## About this task
Each image should be skipped while the records are restated word for word.

(Collected data)

------

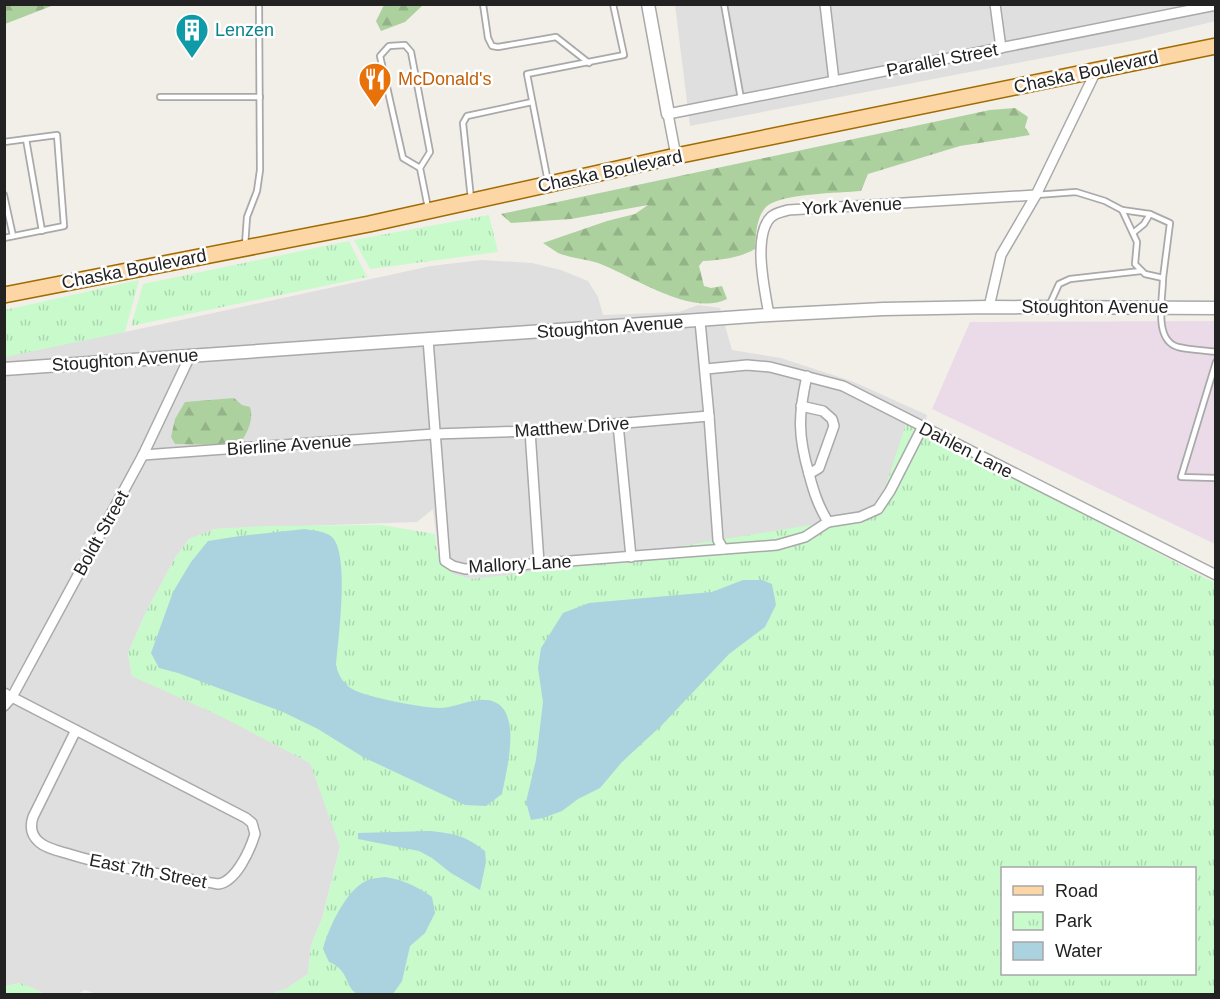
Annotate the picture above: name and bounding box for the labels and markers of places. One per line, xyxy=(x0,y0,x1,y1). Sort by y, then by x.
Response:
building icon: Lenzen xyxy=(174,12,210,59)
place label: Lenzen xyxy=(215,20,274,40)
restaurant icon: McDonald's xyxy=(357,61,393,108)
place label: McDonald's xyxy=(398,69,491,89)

------

## Solution
Annotate the picture above: name and bounding box for the labels and markers of places. One per line, xyxy=(x0,y0,x1,y1). Sort by y, then by x.
Response:
building icon: Lenzen xyxy=(174,12,210,59)
place label: Lenzen xyxy=(215,20,274,40)
restaurant icon: McDonald's xyxy=(357,61,393,108)
place label: McDonald's xyxy=(398,69,491,89)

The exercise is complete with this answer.